The reason is because the techn indic/chart/price patterns all have self imposed limitations. All systems have limitations and some rules and guidelines. But when you have a trading system that isn’t exactly based on market truth like a moving average crossover, or Fibonacci, etc, then the limitations of the system kill off a lot of trading potential and creative market thinking.
As a simple example, lets say USD/JPY is in a downtrend, but it is trying to consolidate. The moving average crossover trader is going to wait first until the market rises a few hundred pips or 1,000 pips, before their moving average signals to buy USD/JPY, depending on what moving average crossover settings they have, etc. So there is a lag, a pretty big lag. Why should you have to wait for the market to move 400 pips or 1,000 pip first before you get in? It doesn’t mean you should or should not wait. I am just saying why force yourself into a trading system that always lags so much? By the time the market moves 1,000 pips, who knows, the macro scenario could be played out (macro exhaustion concept) and you may be getting in late and there is no more volatility in your favor.

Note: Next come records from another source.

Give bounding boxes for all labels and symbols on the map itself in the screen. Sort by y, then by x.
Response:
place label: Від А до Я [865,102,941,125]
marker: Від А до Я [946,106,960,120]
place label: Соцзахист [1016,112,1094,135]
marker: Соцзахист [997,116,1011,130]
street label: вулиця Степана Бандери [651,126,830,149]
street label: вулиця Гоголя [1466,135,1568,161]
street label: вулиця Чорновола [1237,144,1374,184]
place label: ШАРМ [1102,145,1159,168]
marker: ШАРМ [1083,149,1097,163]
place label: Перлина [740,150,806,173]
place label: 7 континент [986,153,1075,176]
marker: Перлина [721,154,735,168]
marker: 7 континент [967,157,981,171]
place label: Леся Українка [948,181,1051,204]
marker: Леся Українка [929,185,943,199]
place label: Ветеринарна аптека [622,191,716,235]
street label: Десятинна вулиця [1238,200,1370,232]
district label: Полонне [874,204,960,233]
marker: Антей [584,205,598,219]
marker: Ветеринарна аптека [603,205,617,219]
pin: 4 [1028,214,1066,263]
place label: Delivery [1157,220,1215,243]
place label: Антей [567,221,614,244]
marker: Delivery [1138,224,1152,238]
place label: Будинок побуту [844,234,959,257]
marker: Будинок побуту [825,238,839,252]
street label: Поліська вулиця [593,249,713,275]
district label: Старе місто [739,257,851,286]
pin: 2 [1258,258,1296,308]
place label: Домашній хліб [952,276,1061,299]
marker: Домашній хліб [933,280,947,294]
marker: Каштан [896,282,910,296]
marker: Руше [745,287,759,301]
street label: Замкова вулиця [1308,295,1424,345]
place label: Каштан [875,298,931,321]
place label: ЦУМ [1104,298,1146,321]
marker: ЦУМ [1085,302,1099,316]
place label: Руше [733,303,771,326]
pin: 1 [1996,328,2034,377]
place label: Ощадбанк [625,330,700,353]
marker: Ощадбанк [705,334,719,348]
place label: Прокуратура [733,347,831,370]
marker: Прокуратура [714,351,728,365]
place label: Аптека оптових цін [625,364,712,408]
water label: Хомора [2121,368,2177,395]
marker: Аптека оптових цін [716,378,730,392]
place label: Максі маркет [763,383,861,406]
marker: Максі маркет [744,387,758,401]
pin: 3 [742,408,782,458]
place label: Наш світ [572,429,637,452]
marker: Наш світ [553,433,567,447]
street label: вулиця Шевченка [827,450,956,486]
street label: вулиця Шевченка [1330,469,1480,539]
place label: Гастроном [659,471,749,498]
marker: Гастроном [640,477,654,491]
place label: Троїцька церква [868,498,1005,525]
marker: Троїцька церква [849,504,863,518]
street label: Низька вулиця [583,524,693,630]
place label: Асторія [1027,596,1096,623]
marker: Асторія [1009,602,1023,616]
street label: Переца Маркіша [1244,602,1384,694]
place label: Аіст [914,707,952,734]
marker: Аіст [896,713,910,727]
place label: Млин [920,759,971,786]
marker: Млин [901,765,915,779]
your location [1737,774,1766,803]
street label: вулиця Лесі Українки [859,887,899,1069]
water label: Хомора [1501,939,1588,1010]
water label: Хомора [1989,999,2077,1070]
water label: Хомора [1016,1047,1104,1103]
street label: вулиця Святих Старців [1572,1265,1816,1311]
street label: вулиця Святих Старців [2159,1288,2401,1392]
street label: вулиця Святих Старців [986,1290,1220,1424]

Then the next step up is the charts/price pattern trader. They realize that tech indicators may lag too much, and they try to find some chart patterns or price patterns to get them in earlier to the move. Maybe the trader sees USD/JPY trying to consolidate and forms a box and tries to buy it after it breaks out higher. Perhaps they can get in earlier than a moving average trader because the chart pattern trader may place a buy stop above resistance or something. The price pattern trader may want to wait for a bullish engulfing pattern or Pinocchio bar or inside bar breakout higher, etc.
These are all limiting concepts due to numerous reasons, but one key principle stands out: The big money that will move the market (the news/sent/fund/macro players) don’t care much about moving average crossovers, or chart patterns, or Pinocchio bars, or any of that stuff. I think there is a small amount of value in certain key moving averages, such as the 50, 100 or 200 MA on perhaps the daily or weekly chart, but when I say a small amount of value, perhaps it is 1-5% or something. And there is some value in some basic chart congestion patterns and high/lows to find the stops. Beyond that, the 70-95% of the market movements, will depend on what the news/sent/fund/macro players are doing.
Since the tech indic/chart/price pattern traders are not trading systems and do not have a philosophy that is based on what really moves the market, they are limiting themselves in a very big way.
I always wanted to know why the market was moving. If I could figure out why the market is moving, then I can figure out what can make it move faster, slower, cause it to reverse, consolidate. If I can figure out why something works, there is a much better chance I can figure out why it would stop working, etc.
When you enter the world of order flow, liquidity, information flow, scenarios, etc, then you are not limited by any tech indic, chart or price patterns. By definition the tech indic/chart/price patterns wait for confirmation from the patterns that they are supposed to see on their charts. The moving average trader waits for confirmation from the moving averages crossing over. The chart pattern waits for a chart pattern to form and for the entry criteria to be met. The price pattern trader waits for a price pattern to form, then they buy on a bar close or a breakout of the bar, etc.
That doesn’t mean order flow trading doesn’t have limitations or guidelines or rules. It does have those things. But since they are based far more on the market truth and what really drives the market, you have a far more robust and flexible strategy and philosophy.
Now when an order flow and global macro trader sees the same USD/JPY situation above, he doesn’t really care about what the chart is saying. He is interpreting the information flow, scenarios, trying to figure out when the news/sent/fund/macro players are going to come in to cause volatility and reprice the market for a different scenario and change in expectations.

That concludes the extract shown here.